This code uses awkward array toolset, and utilizing Coffea [histograms](https://coffeateam.github.io/coffea/modules/coffea.hist.html).
This also shows the analysis object syntax implemented by Coffea [JaggedCandidateArray](https://coffeateam.github.io/coffea/api/coffea.analysis_objects.JaggedCandidateMethods.html), and the usage of custom [accumulators](https://coffeateam.github.io/coffea/api/coffea.processor.AccumulatorABC.html) other than histograms.  Further, it introduces the [processor](https://coffeateam.github.io/coffea/api/coffea.processor.ProcessorABC.html) concept and the interface to apache spark.

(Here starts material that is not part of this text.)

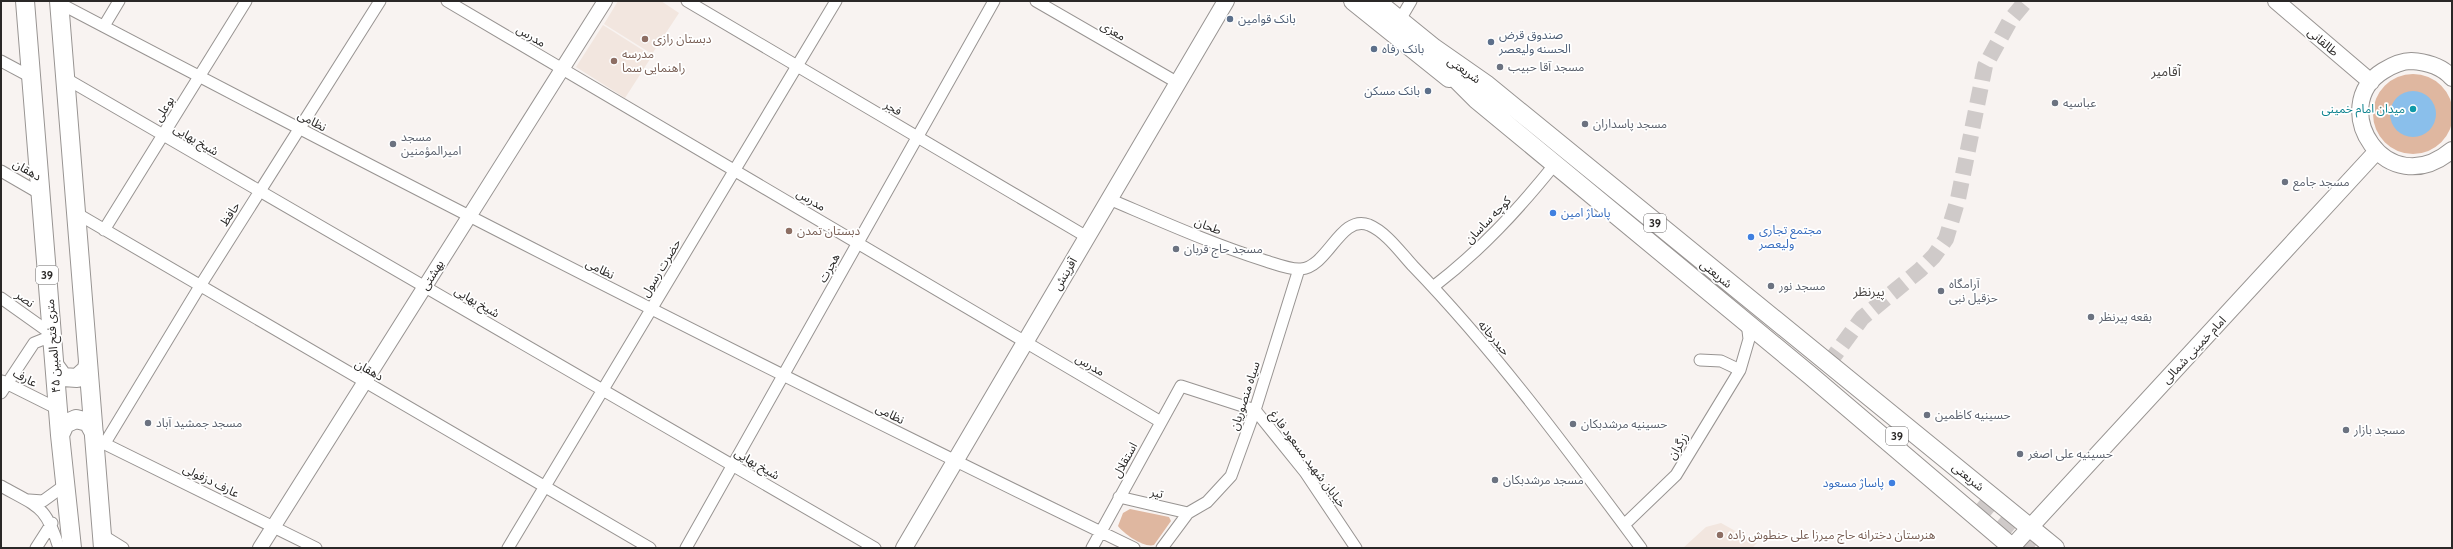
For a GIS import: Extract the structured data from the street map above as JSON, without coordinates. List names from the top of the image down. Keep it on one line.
{"streets":{"main road":["طالقانی","شریعتی","39","آفرینش","۴۵ متری فتح المبین","امام خمینی شمالی"],"street":["معزی","مدرس","فجر","بوعلی","نظامی","شیخ بهایی","دهقان","حافظ","کوچه ساسان","طحان","حضرت رسول","هجرت","بهشتی","نصر","حیدرخانه","عارف","سیاه منصوریان","زرگران","خیابان شهید مسعود فارغ","استقلال","عارف دزفولی","تیر"]},"crossings":[["معزی","آفرینش"],["مدرس","حضرت رسول"],["مدرس","هجرت"],["مدرس","آفرینش"],["مدرس","بهشتی"],["مدرس","استقلال"],["شریعتی","کوچه ساسان"],["شریعتی","39"],["شریعتی","امام خمینی شمالی"],["شریعتی","زرگران"],["فجر","حضرت رسول"],["فجر","هجرت"],["فجر","آفرینش"],["بوعلی","نظامی"],["بوعلی","شیخ بهایی"],["بوعلی","دهقان"],["نظامی","حافظ"],["نظامی","حضرت رسول"],["نظامی","هجرت"],["نظامی","آفرینش"],["نظامی","بهشتی"],["نظامی","استقلال"],["شیخ بهایی","حافظ"],["شیخ بهایی","حضرت رسول"],["شیخ بهایی","هجرت"],["شیخ بهایی","بهشتی"],["دهقان","حافظ"],["دهقان","حضرت رسول"],["دهقان","بهشتی"],["دهقان","۴۵ متری فتح المبین"],["حافظ","عارف دزفولی"],["کوچه ساسان","حیدرخانه"],["طحان","آفرینش"],["طحان","حیدرخانه"],["طحان","سیاه منصوریان"],["بهشتی","عارف دزفولی"],["نصر","۴۵ متری فتح المبین"],["حیدرخانه","سیاه منصوریان"],["حیدرخانه","زرگران"],["۴۵ متری فتح المبین","عارف"],["سیاه منصوریان","خیابان شهید مسعود فارغ"],["سیاه منصوریان","تیر"],["خیابان شهید مسعود فارغ","استقلال"],["استقلال","تیر"]],"districts":["آقامیر","پیرنظر"],"places":["بانک قوامین","دبستان رازی","صندوق قرض الحسنه ولیعصر","بانک رفاه","مدرسه راهنمایی سما","مسجد آقا حبیب","بانک مسکن","عباسیه","میدان امام خمینی","مسجد پاسداران","مسجد امیرالمؤمنین","مسجد جامع","پاساژ امین","دبستان تمدن","مجتمع تجاری ولیعصر","مسجد حاج قربان","مسجد نور","آرامگاه حزقیل نبی","بقعه پیرنظر","حسینیه کاظمین","مسجد جمشید آباد","حسینیه مرشدبکان","مسجد بازار","حسینیه علی اصغر","مسجد مرشدبکان","پاساژ مسعود","هنرستان دخترانه حاج میرزا علی حنطوش زاده"]}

Instructions to run on Hammer at Purdue:
===
It is assumed that this demonstration is being run in a Jupyter Lab session on Hammer, as described in the README file.  


In [None]:
%%bash -l
hostname
ml anaconda/5.3.1-py37
source activate hmumu_coffea
echo $SPARK_HOME
pwd
voms-proxy-info

Prepare directories for output files  

**Note** these paths need to be changed also further down in "Out_dir" in the "Run the SPARK Executor" cell

In [None]:
%%bash -l 
# mkdir -p /tmp/spiperov/hmm/coffea/test_2016_test/unbinned
mkdir -p /depot/cms/hmm/coffea/Stefan/test_2018_test/unbinned
mkdir -p /depot/cms/hmm/coffea/Stefan/test_2018_test/binned

In [None]:
import time
import coffea
print("Coffea version: ", coffea.__version__)
import socket

print(socket.gethostname())
from coffea import util
import coffea.processor as processor
import multiprocessing as mp
print(f"{mp.cpu_count()} CPUs")

Prepare data samples
===


In [None]:
from python.samples_info import SamplesInfo
samples = [
### Data ###
    'data_A', #not available for 2016
    'data_B',
    'data_C',
    'data_D','data_E',
    'data_F',
    'data_G','data_H',

### Essential MC ###    
    'dy_m105_160_amc', 
    'dy_m105_160_vbf_amc',
#      'ggh_amcPS', 
#     'vbf_powhegPS', 
#     'ttjets_dl',
#    "ewk_lljj_mll105_160_ptj0",

### Non-essential MC ### 
#     'ttjets_sl',
#     'ttz',
#     'ttw',
#     'st_tw_top','st_tw_antitop',
#     'ww_2l2nu',
#     'wz_2l2q',
#     'wz_3lnu',
#     'wz_1l1nu2q',
#      'zz',
# # ##
    
]

purdue = 'root://xrootd.rcac.purdue.edu/'

year = '2017'
label = 'test' # change this to save to other directory

samp_info = SamplesInfo(year=year, out_path=f'test_{year}_{label}', server=purdue, debug=True)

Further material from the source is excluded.